Walt’s that far along?
Man, he’s already there. Maybe he’s still got a little further to go. But then the question is, if you delve in to some very dark territory– if you lose big chunks of your soul, is there ever any getting it back? Is there anything you can do to at least partially redeem yourself? So this guy is definitely on a journey into darkness and the question remains, how much darker can it go? And, also, is there any light, ultimately, however faint and flickering, at the end of this particular tunnel?
You certainly made him more physically intimidating – now suddenly he’s intimidating Saul in a very physical way . . .

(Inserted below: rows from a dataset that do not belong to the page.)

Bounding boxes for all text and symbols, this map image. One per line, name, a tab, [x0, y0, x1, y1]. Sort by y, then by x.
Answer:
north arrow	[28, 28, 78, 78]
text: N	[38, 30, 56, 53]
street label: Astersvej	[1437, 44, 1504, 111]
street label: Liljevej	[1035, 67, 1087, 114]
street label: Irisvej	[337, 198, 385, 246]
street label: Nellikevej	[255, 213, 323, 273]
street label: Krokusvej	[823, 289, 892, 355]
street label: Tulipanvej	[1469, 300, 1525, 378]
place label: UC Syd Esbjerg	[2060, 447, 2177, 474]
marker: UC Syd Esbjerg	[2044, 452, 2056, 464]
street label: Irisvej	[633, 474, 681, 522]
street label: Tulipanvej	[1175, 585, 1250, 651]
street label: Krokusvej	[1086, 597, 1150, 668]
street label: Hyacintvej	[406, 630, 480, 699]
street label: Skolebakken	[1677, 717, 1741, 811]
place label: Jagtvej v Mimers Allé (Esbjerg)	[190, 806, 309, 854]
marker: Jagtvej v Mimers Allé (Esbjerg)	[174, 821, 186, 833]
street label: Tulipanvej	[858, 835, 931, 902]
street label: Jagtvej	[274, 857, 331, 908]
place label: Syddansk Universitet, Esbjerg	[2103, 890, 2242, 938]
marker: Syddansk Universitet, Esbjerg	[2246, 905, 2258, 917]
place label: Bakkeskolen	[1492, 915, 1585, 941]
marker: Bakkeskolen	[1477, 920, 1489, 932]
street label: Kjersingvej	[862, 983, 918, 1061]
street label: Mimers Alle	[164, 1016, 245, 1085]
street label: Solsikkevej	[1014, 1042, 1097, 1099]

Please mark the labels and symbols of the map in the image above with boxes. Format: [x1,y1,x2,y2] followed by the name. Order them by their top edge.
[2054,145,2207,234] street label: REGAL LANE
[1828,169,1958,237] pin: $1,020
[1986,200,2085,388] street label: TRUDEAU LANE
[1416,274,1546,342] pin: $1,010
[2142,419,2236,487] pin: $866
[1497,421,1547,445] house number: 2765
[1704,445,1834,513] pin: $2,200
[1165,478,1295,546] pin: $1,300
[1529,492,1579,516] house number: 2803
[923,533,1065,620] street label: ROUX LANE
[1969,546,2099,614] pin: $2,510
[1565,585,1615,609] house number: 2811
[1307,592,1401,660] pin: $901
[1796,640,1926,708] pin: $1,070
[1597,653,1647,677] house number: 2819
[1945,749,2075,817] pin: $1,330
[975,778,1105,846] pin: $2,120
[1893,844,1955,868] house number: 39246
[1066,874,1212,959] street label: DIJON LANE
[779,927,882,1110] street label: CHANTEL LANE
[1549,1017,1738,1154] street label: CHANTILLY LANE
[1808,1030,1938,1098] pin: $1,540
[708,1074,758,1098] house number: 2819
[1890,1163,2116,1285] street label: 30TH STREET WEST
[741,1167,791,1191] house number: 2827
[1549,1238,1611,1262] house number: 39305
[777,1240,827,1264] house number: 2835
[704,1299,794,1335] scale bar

I have to give all credit to Bryan Cranston for that. It’s all Bryan’s skill and artistry as an actor. Back when Walter White needed to be doughy and meek and mild mannered and essentially ineffectual, Bryan pulled that off. Now, I believe we’re 47 episodes in, he is indeed intimidating as hell! Bryan Cranston, who’s one of the sweetest guys alive but, man, when he puts it on, when he puts on that Heisenberg face, you’d cross the street to avoid him. Bryan does it in some magical, seemingly effortless way. It’s like watching Michael Jordan play basketball. It’s like watching someone who is at the top of their game. It looks effortless. You watch Jordan play basketball and you say, ‘Man I could do that.’ No you couldn’t! Not in a million years!
Where did you get the brilliant idea for the destruction of the evidence room with the giant magnet?
Honestly, I can’t remember. It came up in the writer’s room. I have six excellent writers and we have been together for a very long time now. We sit in a room all day together, hours on end, and just tell each other stories. We plot these episodes out scene by scene. First of all you have to say to yourself, where do we start season five? And then you say, gosh, do we have any loose ends left over from Season Four? Well, yeah, we got a ton of them. Which one do we want to start with? Well, how about we start with a very pressing law enforcement problem of Gus Fring’s laptop. We kept seeing him on it all of last season. Whatever happened to it? Then you just build it organically, brick by brick. You go through the process of, how do you get rid of a laptop that’s in police custody? Of course you say well, what if they get it before the cops get it? That would be the best thing for them, right? But then if you’re being hard on yourself and being honest, you say, what’s the worst thing for the characters? Because the worst thing for the characters is often the best thing for the drama.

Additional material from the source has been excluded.